Pelonggaran PPKM membuat permintaan melonjak, karena masyarakat lebih bebas beraktivitas. Tidak hanya itu, aktivitas industri juga meningkat karena pembatasan aktivitas dan mobilitas sudah makin minim.
"Pemulihan permintaan domestik berlanjut pada kuartal I-2022, seiring peningkatan mobilitas masyarakat karena pelonggaran PPKM dan cakupan vaksinasi yang makin luas. Memang sempat ada pengetatan PPKM pada Februari akibat lonjakan kasus positif harian akibat penyebaran varian Omicron, tetapi dampaknya terbatas.

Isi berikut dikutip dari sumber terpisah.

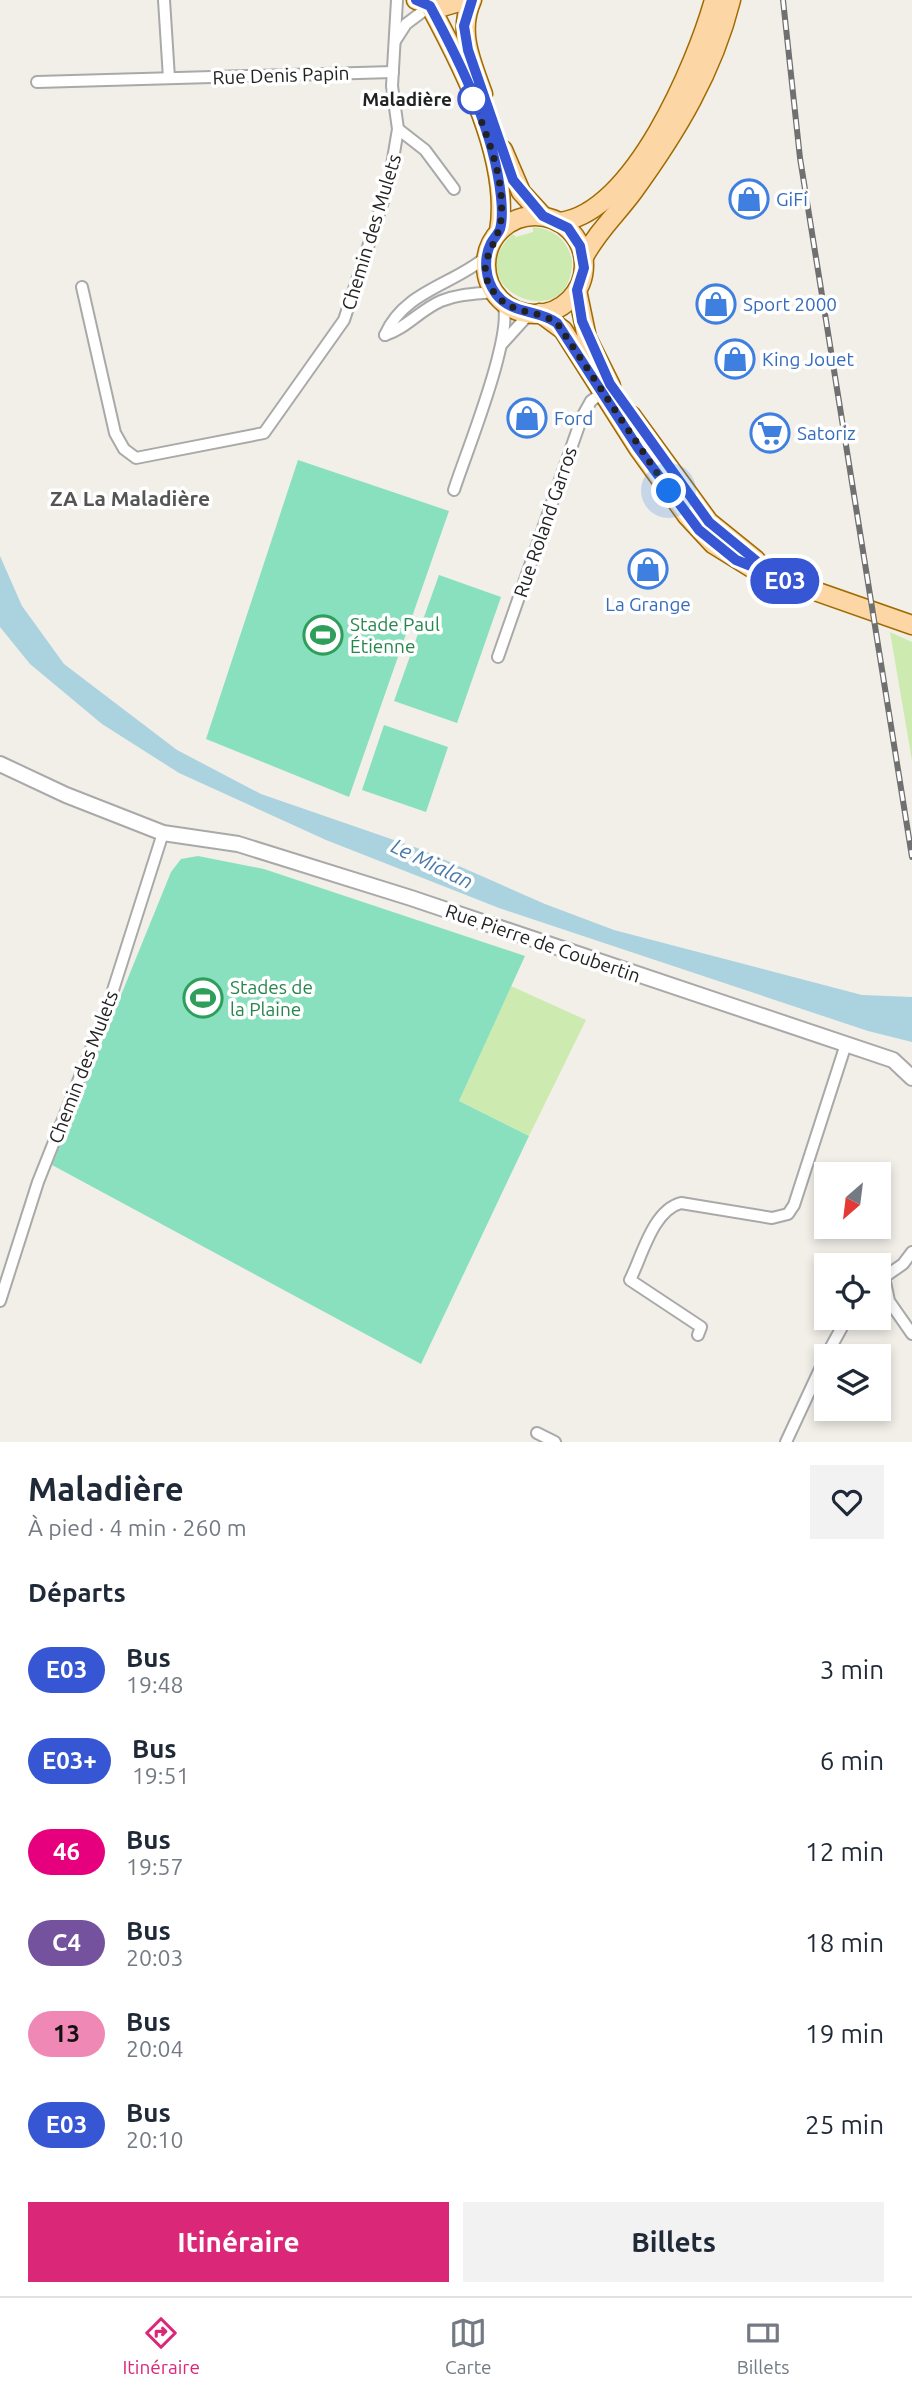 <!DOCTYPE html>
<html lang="fr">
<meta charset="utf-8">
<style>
:root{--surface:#fff;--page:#f2f2f3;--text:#1f2937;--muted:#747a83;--line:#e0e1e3;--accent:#db2777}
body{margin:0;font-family:Ubuntu,sans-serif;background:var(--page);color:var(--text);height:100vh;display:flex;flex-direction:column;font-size:26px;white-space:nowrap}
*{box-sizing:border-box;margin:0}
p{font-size:23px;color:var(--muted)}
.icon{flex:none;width:38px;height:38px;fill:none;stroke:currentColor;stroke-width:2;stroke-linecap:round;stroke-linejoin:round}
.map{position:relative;height:1442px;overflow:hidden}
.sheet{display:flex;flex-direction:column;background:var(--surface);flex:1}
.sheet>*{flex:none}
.badge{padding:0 14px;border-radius:23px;font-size:24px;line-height:46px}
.needle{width:46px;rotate:208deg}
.fabs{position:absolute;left:814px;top:1162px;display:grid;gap:14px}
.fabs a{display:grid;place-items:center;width:77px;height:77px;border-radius:0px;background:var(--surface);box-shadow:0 4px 10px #0003;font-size:35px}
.you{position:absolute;width:35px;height:35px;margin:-18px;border:5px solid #fff;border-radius:50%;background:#1a73e8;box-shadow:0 0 0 10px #1a73e833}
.map>.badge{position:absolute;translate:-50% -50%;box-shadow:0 0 0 4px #fff}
h2{padding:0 28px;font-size:26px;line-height:63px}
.round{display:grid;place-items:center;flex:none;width:74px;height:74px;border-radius:0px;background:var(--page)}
.overview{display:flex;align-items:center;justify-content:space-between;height:119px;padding:0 28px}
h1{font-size:33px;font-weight:700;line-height:52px}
.cta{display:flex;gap:14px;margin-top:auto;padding:14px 28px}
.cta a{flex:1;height:80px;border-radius:0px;background:var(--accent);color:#fff;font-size:28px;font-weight:700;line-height:80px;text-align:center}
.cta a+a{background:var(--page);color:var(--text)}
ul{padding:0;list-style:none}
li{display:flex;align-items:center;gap:21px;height:91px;padding:0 28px}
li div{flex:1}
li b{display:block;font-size:26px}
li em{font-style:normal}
li .badge{min-width:77px;font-weight:700;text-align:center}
.menu{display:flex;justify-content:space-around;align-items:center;height:98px;border-top:2px solid var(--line);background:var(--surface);font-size:19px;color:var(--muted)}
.menu a{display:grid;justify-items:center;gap:4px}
.menu .active{color:var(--accent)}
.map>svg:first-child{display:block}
.grass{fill:#cdebb0}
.pitch{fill:#88e0be}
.water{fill:#aad3df}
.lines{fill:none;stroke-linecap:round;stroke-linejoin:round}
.minor-casing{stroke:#a9a9a9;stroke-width:14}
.tertiary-casing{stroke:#a9a9a9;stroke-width:18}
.primary-casing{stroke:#a06b00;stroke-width:21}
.minor{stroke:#fff;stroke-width:10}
.tertiary{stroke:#fff;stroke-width:14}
.primary{stroke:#fcd6a4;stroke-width:18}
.rail-casing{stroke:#707070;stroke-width:6}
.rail{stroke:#fff;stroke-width:3.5;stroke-dasharray:10;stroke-linecap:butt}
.line-casing{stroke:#fff;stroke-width:16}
.line{stroke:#3656d3;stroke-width:10}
.walk{stroke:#222;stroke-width:7;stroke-dasharray:0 12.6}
.stop-dot{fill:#fff;stroke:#3656d3;stroke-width:3.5}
.labels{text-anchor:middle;stroke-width:7;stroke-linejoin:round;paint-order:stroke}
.street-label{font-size:19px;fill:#222;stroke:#fff}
.stop-label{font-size:19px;font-weight:bold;fill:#222;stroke:#fff;text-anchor:end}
.shop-label{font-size:19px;fill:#366cbe;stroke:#fff;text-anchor:start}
.leisure-label{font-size:19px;fill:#27864d;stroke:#fff;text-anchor:start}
.neighbourhood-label{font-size:21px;font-weight:bold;fill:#555;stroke:#fff}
.water-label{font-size:21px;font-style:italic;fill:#4a7aab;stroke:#fff}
</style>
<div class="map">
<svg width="912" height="1442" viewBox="0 0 912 1442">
<rect width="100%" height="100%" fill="#f2efe9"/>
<!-- grass -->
<g class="grass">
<path d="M533 227C554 229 568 240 572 261 572 340 453 287 513 234L516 237 533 232Z"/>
<path d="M890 632 912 642V761L910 749Z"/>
<path d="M511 986 586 1020 529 1136 459 1101Z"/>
</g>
<!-- pitch -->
<g class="pitch">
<path d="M298 460 449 511 349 797 206 739Z"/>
<path d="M439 575 501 597 457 723 394 701Z"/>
<path d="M384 725 448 747 426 812 362 790Z"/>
<path d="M198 856 264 869 525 956 459 1101 529 1136 421 1364 52 1165 171 872 181 859Z"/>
</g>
<!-- water -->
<path class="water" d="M0 556 22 606 64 664 177 750 261 794 420 849 545 904 614 930 862 995 912 997V1042L868 1031 499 908 326 840 179 773 102 724 30 664 0 627Z"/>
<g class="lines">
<!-- minor casing -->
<g class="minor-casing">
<g id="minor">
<path d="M164 0 169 78"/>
<path d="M395 41 406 24 430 6"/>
<path d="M37 82 393 72"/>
<path d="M398 129 425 150 454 189"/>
<path d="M82 287 115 433 124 449 136 458 264 433 344 320 389 183 398 129 392 86 397 0"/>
<path d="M385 335C404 291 453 285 486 257"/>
<path d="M385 335C407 328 420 310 441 301 458 294 476 294 495 292"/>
<path d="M502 344 530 313"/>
<path d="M454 490C465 455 517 329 502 301"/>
<path d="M498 657 582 417 591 401 602 393"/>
<path d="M884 1277 889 1301 912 1334"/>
<path d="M880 1280 903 1264 912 1252"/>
<path d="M0 1301 38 1182 107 1009 163 833"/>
<path d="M698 1335 701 1327 630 1280C642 1256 653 1210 681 1203L772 1218 788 1214 794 1205 846 1044"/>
<path d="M826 1356 847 1318"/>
<path d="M537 1433 555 1442"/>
<path d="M786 1442 826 1356"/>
</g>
</g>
<!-- tertiary casing -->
<g class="tertiary-casing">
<path id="tertiary" d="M0 764 66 795 163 833 238 844 411 898 893 1060 912 1078"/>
</g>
<!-- primary casing -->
<g class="primary-casing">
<g id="primary">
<path d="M416 0 442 7 466 0"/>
<path d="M472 0C457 32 472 63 483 94"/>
<path d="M430 6C463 67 511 160 499 231"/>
<path d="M503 150 521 192 543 216"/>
<circle cx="535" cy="265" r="49"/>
<path d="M559 222C633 214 696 64 714 0"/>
<path d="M584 257C597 232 616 215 633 192 676 133 713 72 731 0"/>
<path d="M577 290 587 338 611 386"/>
<path d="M540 313 563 330 638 448 687 516 713 544 755 570 912 625"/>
<path d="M631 415 709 522 756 560"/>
</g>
</g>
<!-- minor -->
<use href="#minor" class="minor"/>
<!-- tertiary -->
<use href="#tertiary" class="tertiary"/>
<!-- primary -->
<use href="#primary" class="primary"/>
<!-- rail casing -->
<g class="rail-casing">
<path id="rail" d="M783 0 800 158 912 857"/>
</g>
<!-- rail -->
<use href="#rail" class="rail"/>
</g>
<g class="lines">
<!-- line casing -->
<g class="line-casing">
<path id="line" d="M416 0 430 6C461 64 494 130 501 197 502 207 503 219 500 229 498 234 494 238 491 243 483 259 485 279 496 294 512 315 538 309 557 323L638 448 699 530 736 560 807 589 759 563 709 522 610 384 582 321 577 290 584 268 580 246 568 228 543 216 513 180 468 50 464 26 472 0"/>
</g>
<!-- line -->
<use href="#line" class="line"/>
<!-- walk -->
<path class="walk" d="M473 99C487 137 505 177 501 219 499 247 468 266 499 298 516 315 539 310 557 323L669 491"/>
</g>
<!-- icons -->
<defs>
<g id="shop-ring" transform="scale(2.0125)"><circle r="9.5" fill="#fff" stroke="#3f7fe0" stroke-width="1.5"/><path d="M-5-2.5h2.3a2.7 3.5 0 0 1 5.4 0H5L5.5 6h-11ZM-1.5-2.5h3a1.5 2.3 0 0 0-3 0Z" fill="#3f7fe0"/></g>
<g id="supermarket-ring" transform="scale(2.0125)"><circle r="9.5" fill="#fff" stroke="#3f7fe0" stroke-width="1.5"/><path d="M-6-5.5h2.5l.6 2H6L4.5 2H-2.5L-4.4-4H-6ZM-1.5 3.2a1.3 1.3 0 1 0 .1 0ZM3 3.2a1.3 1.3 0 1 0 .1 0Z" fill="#3f7fe0"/></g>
<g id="stadium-ring" transform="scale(2.0125)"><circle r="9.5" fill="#fff" stroke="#2e9e5b" stroke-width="1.5"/><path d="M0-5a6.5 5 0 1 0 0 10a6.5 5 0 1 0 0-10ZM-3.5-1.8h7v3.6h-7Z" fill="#2e9e5b"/></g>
</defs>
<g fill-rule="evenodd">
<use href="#shop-ring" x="749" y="199"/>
<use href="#shop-ring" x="716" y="304"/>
<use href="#shop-ring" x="735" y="359"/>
<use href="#shop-ring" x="527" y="418"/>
<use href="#supermarket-ring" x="770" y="433"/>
<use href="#shop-ring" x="648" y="569"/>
<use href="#stadium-ring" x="323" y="635"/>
<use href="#stadium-ring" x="203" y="998"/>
</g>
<!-- markers -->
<circle class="stop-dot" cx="473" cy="99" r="14"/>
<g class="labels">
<!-- street labels -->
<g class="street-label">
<text transform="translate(281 75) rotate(-2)" y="7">Rue Denis Papin</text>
<text transform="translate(371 232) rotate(-73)" y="7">Chemin des Mulets</text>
<text transform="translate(545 522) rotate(-71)" y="7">Rue Roland Garros</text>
<text transform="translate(543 943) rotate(19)" y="7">Rue Pierre de Coubertin</text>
<text transform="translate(83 1067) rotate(-69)" y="7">Chemin des Mulets</text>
</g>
<!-- stop labels -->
<g class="stop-label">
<text x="452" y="106">Maladière</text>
</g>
<!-- shop labels -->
<g class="shop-label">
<text x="776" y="206">GiFi</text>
<text x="743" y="311">Sport 2000</text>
<text x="762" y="366">King Jouet</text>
<text x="554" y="425">Ford</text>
<text x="797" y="440">Satoriz</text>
<text x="648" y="611" text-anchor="middle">La Grange</text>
</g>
<!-- leisure labels -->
<g class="leisure-label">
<text x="350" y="631">Stade Paul<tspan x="350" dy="22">Étienne</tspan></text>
<text x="230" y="994">Stades de<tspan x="230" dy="22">la Plaine</tspan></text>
</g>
<!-- neighbourhood labels -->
<g class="neighbourhood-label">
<text x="130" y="506">ZA La Maladière</text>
</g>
<!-- water labels -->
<g class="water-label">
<text transform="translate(432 864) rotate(26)" y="7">Le Mialan</text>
</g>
</g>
</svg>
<div class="fabs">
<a><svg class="needle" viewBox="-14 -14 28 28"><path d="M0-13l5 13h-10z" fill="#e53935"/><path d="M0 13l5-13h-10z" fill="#747a83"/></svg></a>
<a><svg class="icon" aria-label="locate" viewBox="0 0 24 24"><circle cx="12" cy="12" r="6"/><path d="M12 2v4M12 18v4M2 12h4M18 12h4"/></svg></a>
<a><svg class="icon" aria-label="layers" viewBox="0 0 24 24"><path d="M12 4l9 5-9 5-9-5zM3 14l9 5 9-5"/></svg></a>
</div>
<div class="you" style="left:669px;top:491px"></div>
<b class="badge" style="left:785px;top:581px;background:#3656d3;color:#fff">E03</b>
</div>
<section class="sheet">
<div class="overview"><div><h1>Maladière</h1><p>À pied · 4 min · 260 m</p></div><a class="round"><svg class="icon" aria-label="heart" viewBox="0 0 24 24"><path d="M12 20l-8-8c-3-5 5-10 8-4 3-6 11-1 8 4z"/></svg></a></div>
<h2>Départs</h2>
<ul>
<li><span class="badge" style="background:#3656d3;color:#fff">E03</span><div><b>Bus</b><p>19:48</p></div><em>3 min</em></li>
<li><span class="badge" style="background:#3656d3;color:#fff">E03+</span><div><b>Bus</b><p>19:51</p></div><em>6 min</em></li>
<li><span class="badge" style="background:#e6007e;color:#fff">46</span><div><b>Bus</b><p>19:57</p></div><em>12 min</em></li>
<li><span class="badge" style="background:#75529d;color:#fff">C4</span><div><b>Bus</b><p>20:03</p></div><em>18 min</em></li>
<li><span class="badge" style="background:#f088b6;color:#111">13</span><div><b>Bus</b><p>20:04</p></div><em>19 min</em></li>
<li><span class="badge" style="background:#3656d3;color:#fff">E03</span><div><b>Bus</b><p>20:10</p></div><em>25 min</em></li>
</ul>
<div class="cta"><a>Itinéraire</a><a>Billets</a></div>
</section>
<nav class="menu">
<a class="active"><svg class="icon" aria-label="directions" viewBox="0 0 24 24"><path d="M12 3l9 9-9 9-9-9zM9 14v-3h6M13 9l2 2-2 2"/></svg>Itinéraire</a>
<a><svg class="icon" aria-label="map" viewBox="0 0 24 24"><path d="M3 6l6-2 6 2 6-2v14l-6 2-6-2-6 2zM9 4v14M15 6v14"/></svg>Carte</a>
<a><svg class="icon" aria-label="tickets" viewBox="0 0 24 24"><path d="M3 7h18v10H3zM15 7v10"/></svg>Billets</a>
</nav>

"Tidak hanya domestik, permintaan eksternal pun solid, terlihat dari data ekspor. Kami memperkirakan ekspor kembali tumbuh dua digit," sebut Faisal Rachman, Ekonom Bank Mandiri, dalam risetnya.
Sebenarnya, dari sisi data tidak ada yang terlalu perlu dikhawatirkan. Kemungkinan surprise yang terlalu mencolok juga kecil. Namun yang patut diwaspadai adalah kemungkinan fase lag setelah libur panjang.
Berikut beberapa data ekonomi yang akan dirilis hari ini:
- Rilis data inflasi Indonesia bulan April 2022 (11:00 WIB)
- Rilis data pariwisata Indonesia bulan Maret 2022 (11:00 WIB)
- Rilis data PDB Indonesia kuartal I-2022 (11:00 WIB)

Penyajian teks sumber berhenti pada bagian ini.